#### THE TASK
Search the data for the string "names", and report each line where it is found.
--- RECORDS PROVIDED Enclosed Below ---
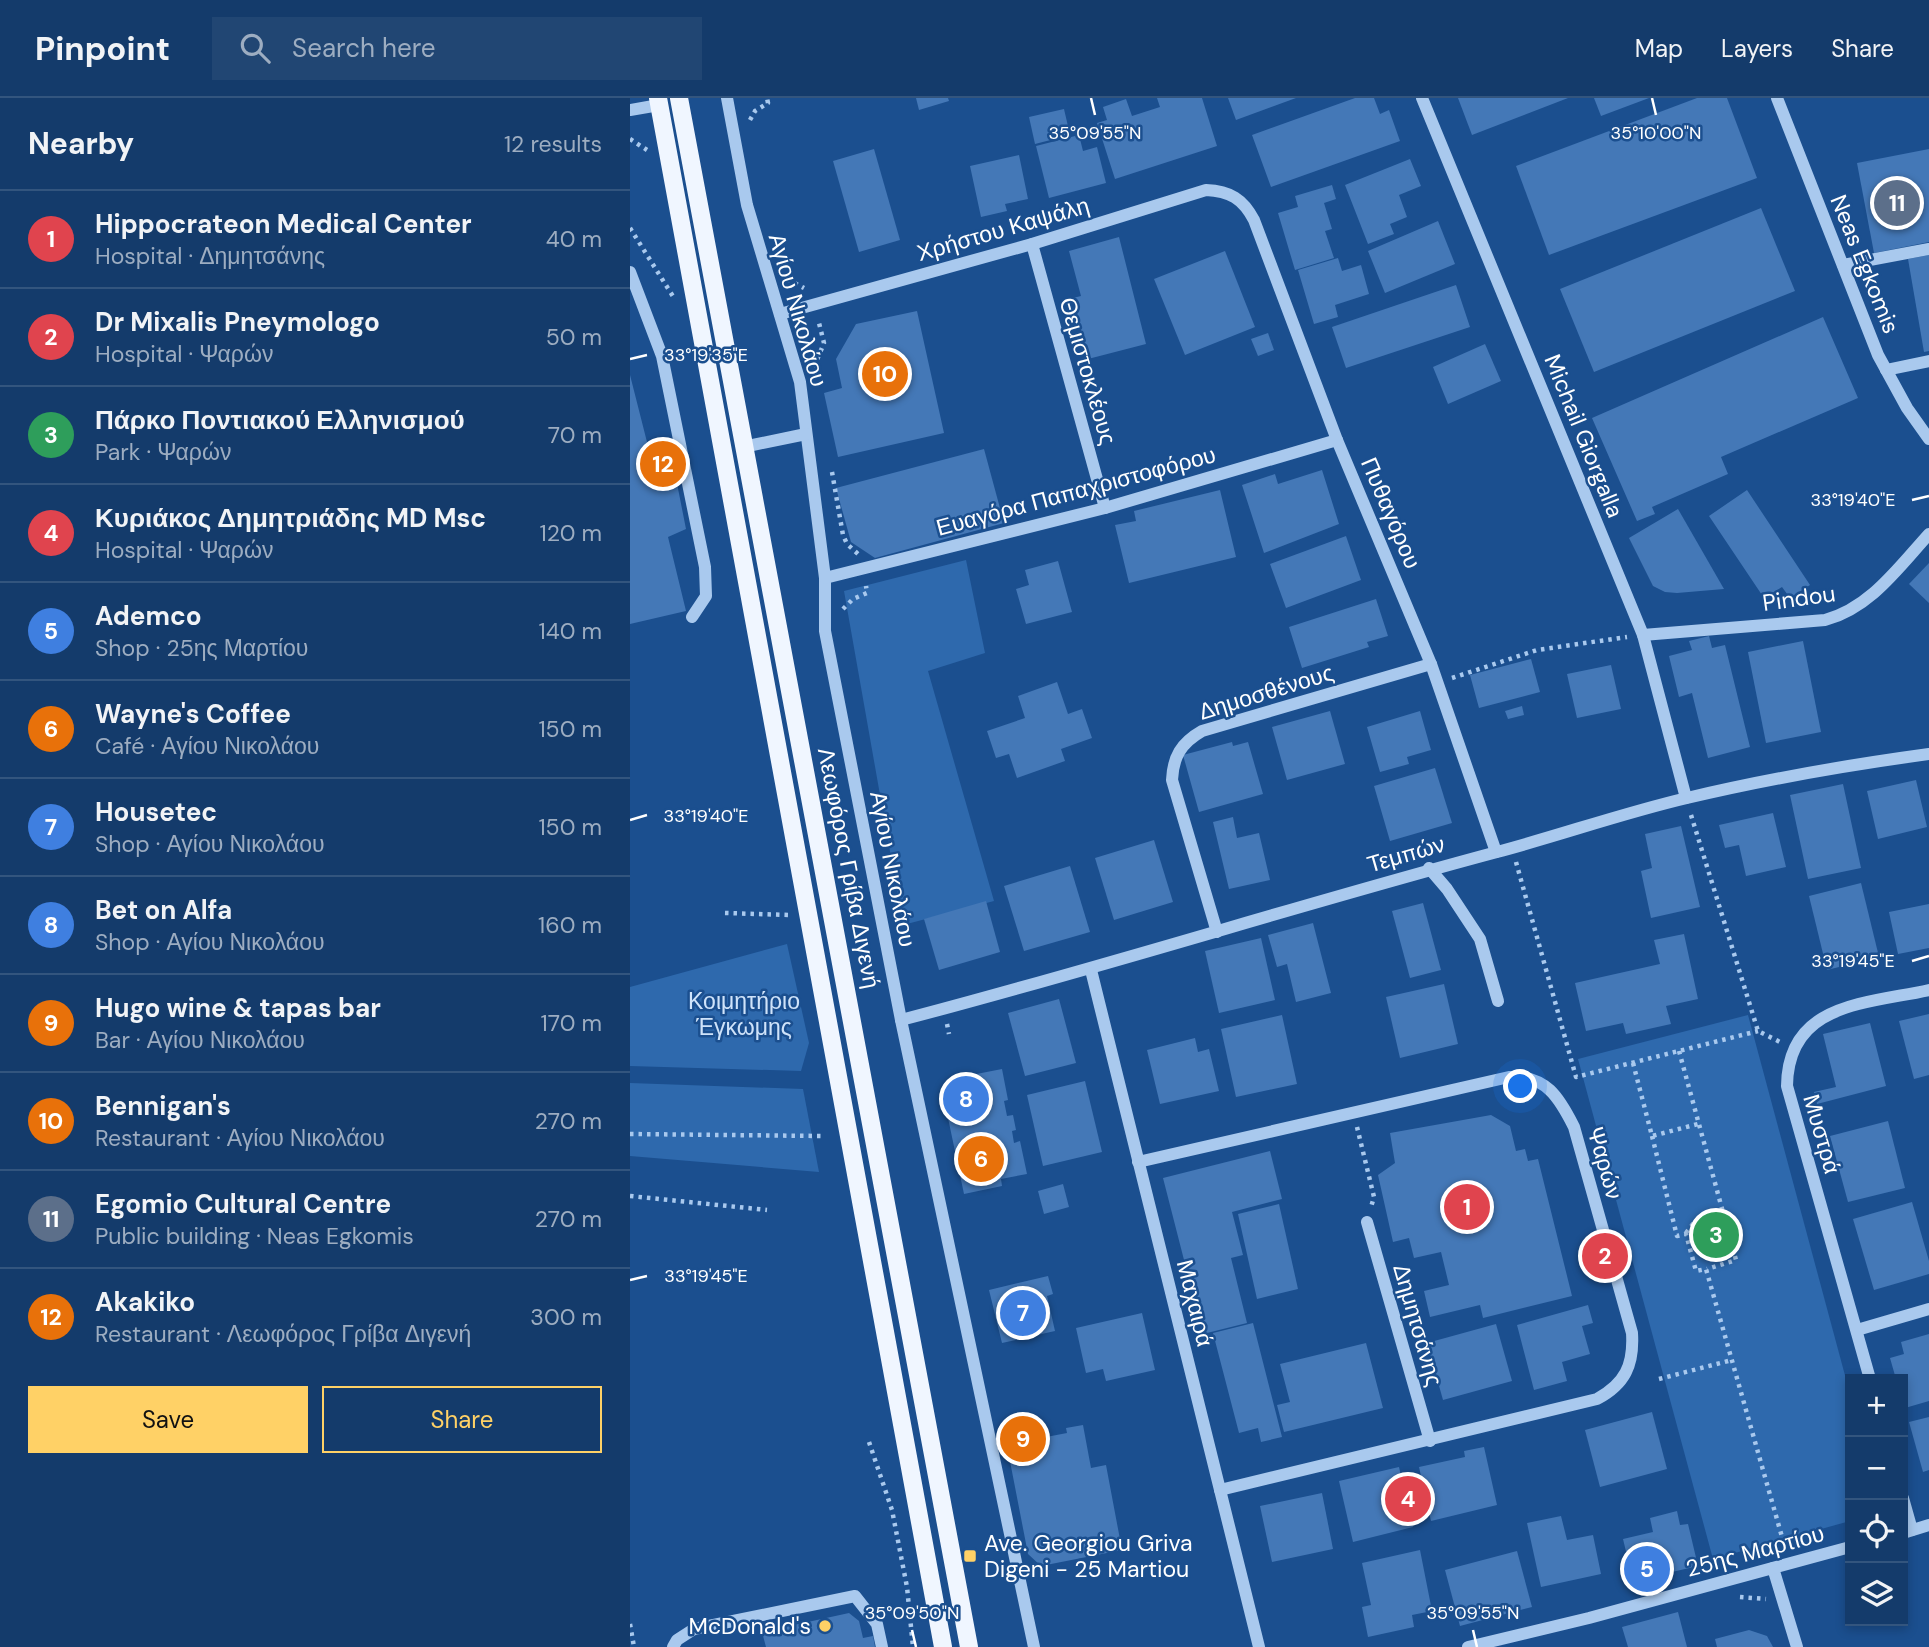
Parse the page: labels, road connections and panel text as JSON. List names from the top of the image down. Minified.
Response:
{"streets":{"main road":["Λεωφόρος Γρίβα Διγενή"],"street":["Χρήστου Καψάλη","Neas Egkomis","Αγίου Νικολάου","Θεμιστοκλέους","Michail Giorgalla","Ευαγόρα Παπαχριστοφόρου","Πυθαγόρου","Pindou","Δημοσθένους","Τεμπών","Μυστρά","Ψαρών","Μαχαιρά","Δημητσάνης","25ης Μαρτίου"]},"crossings":[["Χρήστου Καψάλη","Αγίου Νικολάου"],["Χρήστου Καψάλη","Θεμιστοκλέους"],["Χρήστου Καψάλη","Πυθαγόρου"],["Αγίου Νικολάου","Ευαγόρα Παπαχριστοφόρου"],["Αγίου Νικολάου","Τεμπών"],["Θεμιστοκλέους","Ευαγόρα Παπαχριστοφόρου"],["Michail Giorgalla","Pindou"],["Michail Giorgalla","Τεμπών"],["Ευαγόρα Παπαχριστοφόρου","Πυθαγόρου"],["Πυθαγόρου","Δημοσθένους"],["Πυθαγόρου","Τεμπών"],["Δημοσθένους","Τεμπών"],["Τεμπών","Μαχαιρά"],["Ψαρών","Μαχαιρά"],["Ψαρών","Δημητσάνης"]],"parks":["Κοιμητήριο Έγκωμης"],"places":{"transit":["Ave. Georgiou Griva Digeni - 25 Martiou"],"other":["McDonald's"]},"page":{"header":"Pinpoint","search":"Search here","nav":["Map","Layers","Share"],"heading":["Nearby","12 results"],"pins":["11","10","12","8","6","1","3","2","7","9","4","5"],"list":[{"mark":"1","name":"Hippocrateon Medical Center","note":"Hospital · Δημητσάνης","value":"40 m"},{"mark":"2","name":"Dr Mixalis Pneymologo","note":"Hospital · Ψαρών","value":"50 m"},{"mark":"3","name":"Πάρκο Ποντιακού Ελληνισμού","note":"Park · Ψαρών","value":"70 m"},{"mark":"4","name":"Κυριάκος Δημητριάδης MD Msc","note":"Hospital · Ψαρών","value":"120 m"},{"mark":"5","name":"Ademco","note":"Shop · 25ης Μαρτίου","value":"140 m"},{"mark":"6","name":"Wayne's Coffee","note":"Café · Αγίου Νικολάου","value":"150 m"},{"mark":"7","name":"Housetec","note":"Shop · Αγίου Νικολάου","value":"150 m"},{"mark":"8","name":"Bet on Alfa","note":"Shop · Αγίου Νικολάου","value":"160 m"},{"mark":"9","name":"Hugo wine & tapas bar","note":"Bar · Αγίου Νικολάου","value":"170 m"},{"mark":"10","name":"Bennigan's","note":"Restaurant · Αγίου Νικολάου","value":"270 m"},{"mark":"11","name":"Egomio Cultural Centre","note":"Public building · Neas Egkomis","value":"270 m"},{"mark":"12","name":"Akakiko","note":"Restaurant · Λεωφόρος Γρίβα Διγενή","value":"300 m"}],"buttons":["Save","Share"],"map_buttons":["+","−"]},"coordinates":["35°10'00\"N","35°09'55\"N","33°19'35\"E","33°19'40\"E","33°19'45\"E","35°09'50\"N"]}
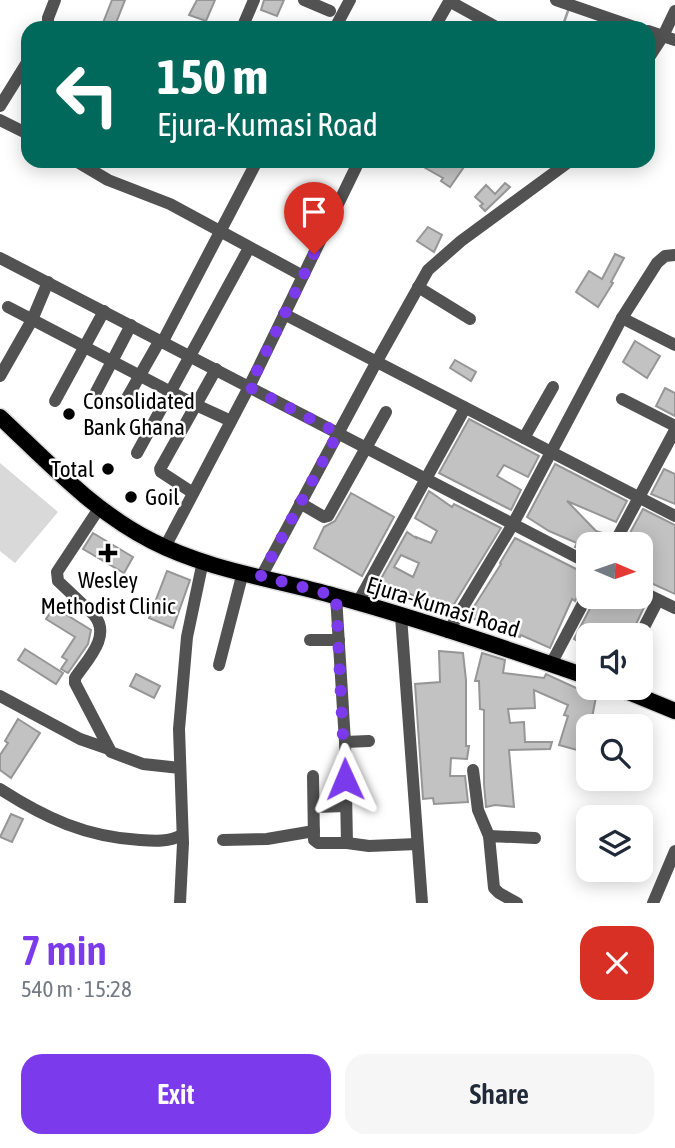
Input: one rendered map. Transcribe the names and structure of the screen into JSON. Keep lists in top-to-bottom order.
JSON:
{
  "streets": {
    "main road": ["Ejura-Kumasi Road"]
  },
  "places": {
    "other": ["Consolidated Bank Ghana", "Total", "Goil"],
    "health": ["Wesley Methodist Clinic"]
  },
  "north": "right",
  "page": {
    "turn": ["150 m", "Ejura-Kumasi Road"],
    "heading": ["7 min", "540 m · 15:28"],
    "buttons": ["Exit", "Share"]
  }
}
--- End of Enclosed RECORDS PROVIDED ---
#### PROBLEM SOLUTION
Parse the page: labels, road connections and panel text as JSON. List names from the top of the image down. Minified.
Input: one rendered map. Transcribe the names and structure of the screen into JSON. Keep lists in top-to-bottom order.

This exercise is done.